Exercise instructions
Report each line below that carries the word "labels".

[Stored data]
>>>>>
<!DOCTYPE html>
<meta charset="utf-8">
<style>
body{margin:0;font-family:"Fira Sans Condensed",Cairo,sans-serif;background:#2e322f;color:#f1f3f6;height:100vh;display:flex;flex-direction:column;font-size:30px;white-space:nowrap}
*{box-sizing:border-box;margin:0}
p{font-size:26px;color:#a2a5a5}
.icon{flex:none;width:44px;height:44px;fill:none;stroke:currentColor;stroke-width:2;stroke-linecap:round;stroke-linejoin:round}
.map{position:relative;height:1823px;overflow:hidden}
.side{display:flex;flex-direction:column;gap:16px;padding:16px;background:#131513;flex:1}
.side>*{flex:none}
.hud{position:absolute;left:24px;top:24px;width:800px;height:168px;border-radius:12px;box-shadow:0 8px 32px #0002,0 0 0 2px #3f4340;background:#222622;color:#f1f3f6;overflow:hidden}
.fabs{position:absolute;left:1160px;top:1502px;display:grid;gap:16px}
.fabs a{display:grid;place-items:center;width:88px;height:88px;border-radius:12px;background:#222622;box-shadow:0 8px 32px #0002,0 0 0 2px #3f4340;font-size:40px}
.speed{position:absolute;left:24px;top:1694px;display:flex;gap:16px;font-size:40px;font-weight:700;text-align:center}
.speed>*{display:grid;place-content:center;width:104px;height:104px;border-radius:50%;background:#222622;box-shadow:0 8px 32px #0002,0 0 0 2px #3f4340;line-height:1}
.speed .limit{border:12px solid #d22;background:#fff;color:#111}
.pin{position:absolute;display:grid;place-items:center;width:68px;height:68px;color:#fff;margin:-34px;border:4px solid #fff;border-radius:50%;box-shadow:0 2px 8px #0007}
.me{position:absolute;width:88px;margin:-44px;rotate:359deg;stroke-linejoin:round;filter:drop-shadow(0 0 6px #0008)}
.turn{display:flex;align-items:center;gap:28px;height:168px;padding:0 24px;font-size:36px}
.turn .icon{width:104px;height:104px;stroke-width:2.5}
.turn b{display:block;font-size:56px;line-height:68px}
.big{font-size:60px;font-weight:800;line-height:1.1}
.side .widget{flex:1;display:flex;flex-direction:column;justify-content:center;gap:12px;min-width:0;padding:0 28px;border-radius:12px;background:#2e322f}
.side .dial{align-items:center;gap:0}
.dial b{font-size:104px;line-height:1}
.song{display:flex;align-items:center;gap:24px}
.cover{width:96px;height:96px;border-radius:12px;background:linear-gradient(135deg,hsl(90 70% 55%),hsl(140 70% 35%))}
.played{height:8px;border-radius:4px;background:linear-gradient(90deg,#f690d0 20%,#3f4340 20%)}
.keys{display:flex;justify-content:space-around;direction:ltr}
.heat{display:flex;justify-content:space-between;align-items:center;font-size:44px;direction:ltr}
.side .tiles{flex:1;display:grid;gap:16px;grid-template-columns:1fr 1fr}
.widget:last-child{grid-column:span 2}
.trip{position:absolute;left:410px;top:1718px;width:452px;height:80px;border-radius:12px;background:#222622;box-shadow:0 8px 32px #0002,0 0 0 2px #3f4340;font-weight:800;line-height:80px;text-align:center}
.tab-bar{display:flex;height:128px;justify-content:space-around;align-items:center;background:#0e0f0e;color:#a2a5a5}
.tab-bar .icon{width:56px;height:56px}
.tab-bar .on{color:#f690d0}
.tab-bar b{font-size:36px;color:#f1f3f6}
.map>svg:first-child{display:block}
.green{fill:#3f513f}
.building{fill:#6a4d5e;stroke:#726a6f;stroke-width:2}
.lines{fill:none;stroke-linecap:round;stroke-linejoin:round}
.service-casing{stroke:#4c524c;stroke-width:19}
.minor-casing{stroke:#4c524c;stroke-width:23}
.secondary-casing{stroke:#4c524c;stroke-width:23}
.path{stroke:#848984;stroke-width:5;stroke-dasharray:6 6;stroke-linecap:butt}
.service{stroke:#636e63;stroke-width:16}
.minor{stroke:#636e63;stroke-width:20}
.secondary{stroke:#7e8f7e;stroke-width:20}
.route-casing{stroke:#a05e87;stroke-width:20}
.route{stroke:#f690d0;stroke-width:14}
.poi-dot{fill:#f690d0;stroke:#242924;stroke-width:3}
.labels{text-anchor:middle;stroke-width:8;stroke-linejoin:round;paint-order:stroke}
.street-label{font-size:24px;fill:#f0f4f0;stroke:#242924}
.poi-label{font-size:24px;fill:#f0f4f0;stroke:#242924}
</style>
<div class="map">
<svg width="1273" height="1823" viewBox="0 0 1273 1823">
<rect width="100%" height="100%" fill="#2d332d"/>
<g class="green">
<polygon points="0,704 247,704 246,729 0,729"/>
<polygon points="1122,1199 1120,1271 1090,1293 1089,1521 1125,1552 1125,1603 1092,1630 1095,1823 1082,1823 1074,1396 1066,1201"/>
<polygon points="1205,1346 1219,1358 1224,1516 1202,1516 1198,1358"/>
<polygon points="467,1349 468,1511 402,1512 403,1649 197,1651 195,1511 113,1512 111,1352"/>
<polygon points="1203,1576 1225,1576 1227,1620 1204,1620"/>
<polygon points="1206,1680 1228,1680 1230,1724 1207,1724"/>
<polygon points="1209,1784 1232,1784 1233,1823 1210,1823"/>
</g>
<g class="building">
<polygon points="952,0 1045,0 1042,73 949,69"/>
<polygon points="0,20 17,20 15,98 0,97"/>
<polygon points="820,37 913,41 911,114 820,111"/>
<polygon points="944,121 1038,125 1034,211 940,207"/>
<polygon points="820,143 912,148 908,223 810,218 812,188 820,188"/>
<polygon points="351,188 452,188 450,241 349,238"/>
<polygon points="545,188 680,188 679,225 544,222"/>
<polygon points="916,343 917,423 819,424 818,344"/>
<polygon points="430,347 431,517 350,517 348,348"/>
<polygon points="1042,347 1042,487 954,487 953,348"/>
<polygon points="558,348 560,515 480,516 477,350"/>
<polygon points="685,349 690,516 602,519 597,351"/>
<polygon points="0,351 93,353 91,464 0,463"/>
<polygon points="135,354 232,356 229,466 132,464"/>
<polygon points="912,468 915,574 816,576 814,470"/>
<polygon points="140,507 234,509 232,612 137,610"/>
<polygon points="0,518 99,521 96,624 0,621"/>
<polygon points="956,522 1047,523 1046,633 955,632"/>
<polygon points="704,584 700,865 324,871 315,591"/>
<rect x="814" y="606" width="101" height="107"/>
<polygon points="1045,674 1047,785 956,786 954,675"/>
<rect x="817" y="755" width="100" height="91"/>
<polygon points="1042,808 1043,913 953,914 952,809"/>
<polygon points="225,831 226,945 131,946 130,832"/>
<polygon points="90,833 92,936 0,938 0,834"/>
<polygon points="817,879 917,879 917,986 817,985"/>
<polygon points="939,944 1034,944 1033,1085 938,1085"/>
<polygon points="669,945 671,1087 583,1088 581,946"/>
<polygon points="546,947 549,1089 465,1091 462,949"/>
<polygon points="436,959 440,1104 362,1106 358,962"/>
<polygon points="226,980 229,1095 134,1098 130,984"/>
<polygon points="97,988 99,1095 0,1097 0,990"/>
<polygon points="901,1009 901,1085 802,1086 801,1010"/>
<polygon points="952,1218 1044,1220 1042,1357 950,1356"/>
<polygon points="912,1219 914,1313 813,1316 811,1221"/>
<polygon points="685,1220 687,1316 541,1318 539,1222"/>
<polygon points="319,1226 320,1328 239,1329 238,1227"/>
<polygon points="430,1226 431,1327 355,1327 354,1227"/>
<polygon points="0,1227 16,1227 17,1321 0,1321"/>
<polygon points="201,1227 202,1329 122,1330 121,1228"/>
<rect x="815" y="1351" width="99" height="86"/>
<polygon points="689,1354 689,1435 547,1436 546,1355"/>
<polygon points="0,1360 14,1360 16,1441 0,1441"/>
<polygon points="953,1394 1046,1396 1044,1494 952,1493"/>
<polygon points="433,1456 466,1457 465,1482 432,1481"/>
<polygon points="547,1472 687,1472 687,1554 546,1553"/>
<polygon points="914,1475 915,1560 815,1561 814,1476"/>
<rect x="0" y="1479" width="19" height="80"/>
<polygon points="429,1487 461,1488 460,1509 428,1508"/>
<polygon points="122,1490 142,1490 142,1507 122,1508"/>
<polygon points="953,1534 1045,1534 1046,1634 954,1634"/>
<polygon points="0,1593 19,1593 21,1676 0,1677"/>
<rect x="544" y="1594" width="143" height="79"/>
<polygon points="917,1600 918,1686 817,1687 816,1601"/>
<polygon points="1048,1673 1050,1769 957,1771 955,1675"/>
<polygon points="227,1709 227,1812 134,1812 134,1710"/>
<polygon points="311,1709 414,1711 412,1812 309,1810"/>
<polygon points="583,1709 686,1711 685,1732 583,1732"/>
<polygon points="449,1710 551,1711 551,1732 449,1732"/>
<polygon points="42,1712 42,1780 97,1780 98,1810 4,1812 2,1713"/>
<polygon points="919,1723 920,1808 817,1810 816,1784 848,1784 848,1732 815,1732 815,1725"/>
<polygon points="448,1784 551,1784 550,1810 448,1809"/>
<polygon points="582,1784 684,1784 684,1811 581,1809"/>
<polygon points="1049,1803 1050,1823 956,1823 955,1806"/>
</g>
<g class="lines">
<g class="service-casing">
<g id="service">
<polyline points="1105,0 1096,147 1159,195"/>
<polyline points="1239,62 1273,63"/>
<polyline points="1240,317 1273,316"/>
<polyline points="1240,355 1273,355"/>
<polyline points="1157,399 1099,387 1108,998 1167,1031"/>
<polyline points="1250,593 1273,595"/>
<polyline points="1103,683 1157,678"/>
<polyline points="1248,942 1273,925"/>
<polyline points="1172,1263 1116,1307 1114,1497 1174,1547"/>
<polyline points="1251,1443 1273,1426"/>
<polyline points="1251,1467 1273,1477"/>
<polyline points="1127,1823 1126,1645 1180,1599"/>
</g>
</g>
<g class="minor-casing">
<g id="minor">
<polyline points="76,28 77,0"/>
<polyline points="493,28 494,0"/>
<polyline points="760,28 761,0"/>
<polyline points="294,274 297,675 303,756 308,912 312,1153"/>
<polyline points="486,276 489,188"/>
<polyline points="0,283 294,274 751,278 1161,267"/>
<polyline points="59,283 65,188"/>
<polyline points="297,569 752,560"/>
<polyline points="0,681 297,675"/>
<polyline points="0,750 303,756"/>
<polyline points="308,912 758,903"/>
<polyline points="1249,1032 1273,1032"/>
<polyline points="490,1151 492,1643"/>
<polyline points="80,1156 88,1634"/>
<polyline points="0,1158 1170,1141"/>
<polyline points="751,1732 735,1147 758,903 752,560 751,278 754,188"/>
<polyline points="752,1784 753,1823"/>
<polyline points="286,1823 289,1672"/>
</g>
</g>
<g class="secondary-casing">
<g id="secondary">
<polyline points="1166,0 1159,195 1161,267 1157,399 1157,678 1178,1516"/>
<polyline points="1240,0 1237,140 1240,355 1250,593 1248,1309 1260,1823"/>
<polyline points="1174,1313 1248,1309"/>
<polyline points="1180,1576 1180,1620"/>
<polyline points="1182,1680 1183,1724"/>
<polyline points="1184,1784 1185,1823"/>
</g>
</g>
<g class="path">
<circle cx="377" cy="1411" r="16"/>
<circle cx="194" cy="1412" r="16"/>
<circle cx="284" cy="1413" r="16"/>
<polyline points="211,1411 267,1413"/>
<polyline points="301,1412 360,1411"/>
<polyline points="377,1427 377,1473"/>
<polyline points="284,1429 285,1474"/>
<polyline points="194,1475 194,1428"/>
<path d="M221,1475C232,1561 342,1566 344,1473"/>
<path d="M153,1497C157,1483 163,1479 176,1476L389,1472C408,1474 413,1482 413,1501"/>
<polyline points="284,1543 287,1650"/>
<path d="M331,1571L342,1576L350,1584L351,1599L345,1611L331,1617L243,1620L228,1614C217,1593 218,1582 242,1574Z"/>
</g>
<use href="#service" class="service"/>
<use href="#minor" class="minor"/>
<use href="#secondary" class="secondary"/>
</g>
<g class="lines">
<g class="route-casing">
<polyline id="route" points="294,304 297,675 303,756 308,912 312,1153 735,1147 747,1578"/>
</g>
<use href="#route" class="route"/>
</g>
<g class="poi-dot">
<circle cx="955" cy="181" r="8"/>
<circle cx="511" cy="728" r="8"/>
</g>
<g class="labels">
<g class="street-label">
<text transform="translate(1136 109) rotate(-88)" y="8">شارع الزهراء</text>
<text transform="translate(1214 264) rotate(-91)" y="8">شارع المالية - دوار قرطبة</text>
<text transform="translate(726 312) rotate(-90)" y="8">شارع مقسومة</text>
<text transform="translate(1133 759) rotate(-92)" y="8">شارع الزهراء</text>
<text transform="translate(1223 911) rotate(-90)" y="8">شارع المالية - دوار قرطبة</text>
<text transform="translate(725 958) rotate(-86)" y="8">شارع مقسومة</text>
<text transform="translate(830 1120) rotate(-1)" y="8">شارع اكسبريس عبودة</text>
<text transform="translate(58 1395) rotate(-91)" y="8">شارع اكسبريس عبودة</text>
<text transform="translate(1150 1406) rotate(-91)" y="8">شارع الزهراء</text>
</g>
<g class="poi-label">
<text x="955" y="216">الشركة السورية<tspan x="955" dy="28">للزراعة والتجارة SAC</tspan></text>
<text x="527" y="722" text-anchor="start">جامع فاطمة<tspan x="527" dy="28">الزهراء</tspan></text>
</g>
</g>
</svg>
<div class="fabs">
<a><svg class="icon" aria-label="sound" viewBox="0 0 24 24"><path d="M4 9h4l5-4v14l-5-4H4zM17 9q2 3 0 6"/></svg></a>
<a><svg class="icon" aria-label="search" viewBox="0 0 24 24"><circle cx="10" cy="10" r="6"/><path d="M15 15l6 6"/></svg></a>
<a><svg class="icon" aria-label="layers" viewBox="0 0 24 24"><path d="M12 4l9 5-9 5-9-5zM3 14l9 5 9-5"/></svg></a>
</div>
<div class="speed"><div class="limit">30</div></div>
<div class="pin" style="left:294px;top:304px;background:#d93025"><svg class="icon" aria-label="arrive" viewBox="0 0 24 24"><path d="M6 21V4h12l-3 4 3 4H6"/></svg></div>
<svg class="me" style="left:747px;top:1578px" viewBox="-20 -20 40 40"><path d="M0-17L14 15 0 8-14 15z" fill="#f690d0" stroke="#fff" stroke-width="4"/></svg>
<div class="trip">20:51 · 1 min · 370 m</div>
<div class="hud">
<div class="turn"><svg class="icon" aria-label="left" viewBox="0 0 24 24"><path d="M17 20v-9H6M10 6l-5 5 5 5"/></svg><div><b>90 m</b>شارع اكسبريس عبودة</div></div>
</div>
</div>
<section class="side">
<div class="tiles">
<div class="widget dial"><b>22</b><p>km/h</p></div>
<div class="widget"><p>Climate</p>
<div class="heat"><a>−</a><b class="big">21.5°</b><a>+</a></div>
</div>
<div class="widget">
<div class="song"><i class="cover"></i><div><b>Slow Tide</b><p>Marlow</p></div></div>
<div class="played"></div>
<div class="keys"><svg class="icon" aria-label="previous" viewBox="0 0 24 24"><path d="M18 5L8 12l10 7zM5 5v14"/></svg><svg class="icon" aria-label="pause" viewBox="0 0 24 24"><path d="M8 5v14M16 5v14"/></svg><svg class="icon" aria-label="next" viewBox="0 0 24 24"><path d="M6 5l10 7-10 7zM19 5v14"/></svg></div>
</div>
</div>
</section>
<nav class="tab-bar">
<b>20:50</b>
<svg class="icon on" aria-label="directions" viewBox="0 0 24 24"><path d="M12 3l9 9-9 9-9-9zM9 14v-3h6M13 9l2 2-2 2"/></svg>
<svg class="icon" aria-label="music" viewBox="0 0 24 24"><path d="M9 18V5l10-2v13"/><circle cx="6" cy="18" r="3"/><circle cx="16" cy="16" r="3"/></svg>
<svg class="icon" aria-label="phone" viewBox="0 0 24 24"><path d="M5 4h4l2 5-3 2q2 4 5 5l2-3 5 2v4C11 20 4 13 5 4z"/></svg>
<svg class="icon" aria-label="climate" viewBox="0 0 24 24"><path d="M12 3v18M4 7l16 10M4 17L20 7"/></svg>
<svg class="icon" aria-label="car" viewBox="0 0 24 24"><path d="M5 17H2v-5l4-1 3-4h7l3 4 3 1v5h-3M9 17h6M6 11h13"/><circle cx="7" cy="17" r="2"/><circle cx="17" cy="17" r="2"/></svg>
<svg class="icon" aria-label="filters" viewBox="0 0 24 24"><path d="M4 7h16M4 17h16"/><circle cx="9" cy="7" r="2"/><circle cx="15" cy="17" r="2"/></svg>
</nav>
<<<<<
Written response
.labels{text-anchor:middle;stroke-width:8;stroke-linejoin:round;paint-order:stroke}
<g class="labels">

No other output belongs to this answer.